July 12, 2004 at 3:59 pm #36131
Michael MillerParticipant@MichaelMiller Include @MichaelMiller in your post and this person will
be notified via email.A debate has been ongoing among MBBs here as the the essential difference(s) between discrete and continuous data. We are certainly aware of popular descriptions such as discrete being countable and indivisible vs. continuous being measurable. However, can this be applied when the metric is a rate? Suppose you have a discrete countable activity which can be counted as having occurred so many times within a certain timeframe. Is a timebased discrete metric such as Xs/hr discrete or continuous and why?
Also, discrete data are countable in that we are counting items which have a particular attribute. A reasonable definition of attribute is a constraint whereby objects or individuals can be distinguished.
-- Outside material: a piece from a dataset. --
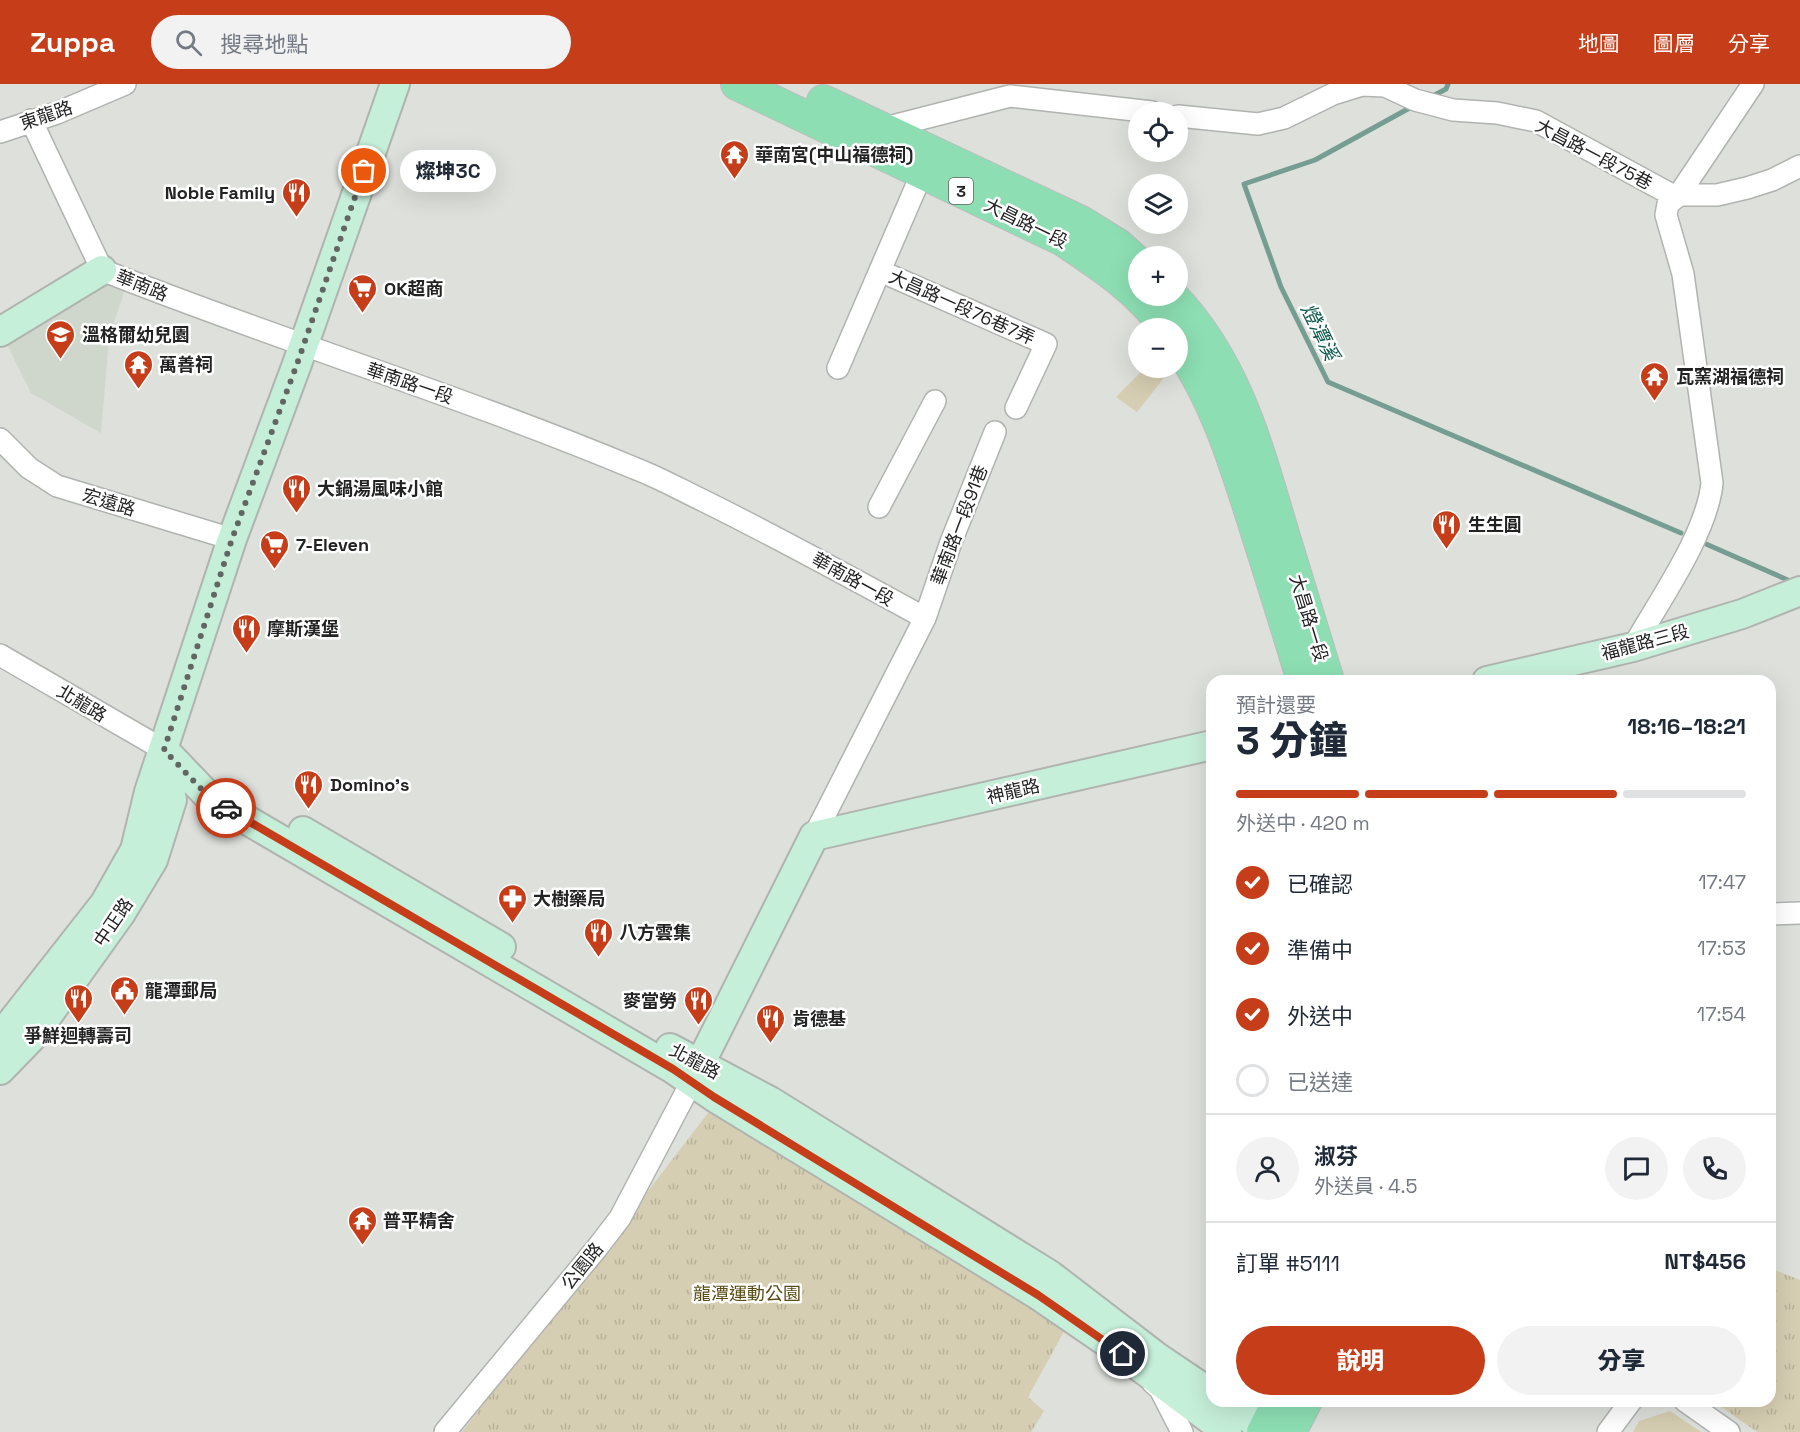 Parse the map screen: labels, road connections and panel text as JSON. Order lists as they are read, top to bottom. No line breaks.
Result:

For something to be in the classification of having a particular attribute “X”, is it not true that it must be distinguishable from something that has the attribute “Not X?”
I look forward to responses; thanks.
Mike
0July 12, 2004 at 10:55 pm #103307
John H.Participant@JohnH. Include @JohnH. in your post and this person will
be notified via email.Michael
If c is a category, Rate because it involves the time variable is considered to be the instantaneous(Calculus) rate of change R=Dc/ Dt in most mathematical models(ex: Poisson Distributed) thereby making it continous(ex:Reliability Engineering, Chemical Kinetics etc..)
I hope this helps
John H.0July 12, 2004 at 10:59 pm #103308It is usually easy to distinguish until you get to the ratio that you mention. While you can sometimes “fake it” and assume continuous, the criteria I use is to look at the underlying characteristic you are actually measuring. If the numerator and denominator are both continuous then I treat the ratio as continuous. If the characteristic you are measuring is discrete (counts) I treat the ratio as discrete even though the denominator might be time such as your example. Then again, from a practical sense, what are you trying to do, what tool are you planning on using and does it really really matter which you assume? Common sense might dictate.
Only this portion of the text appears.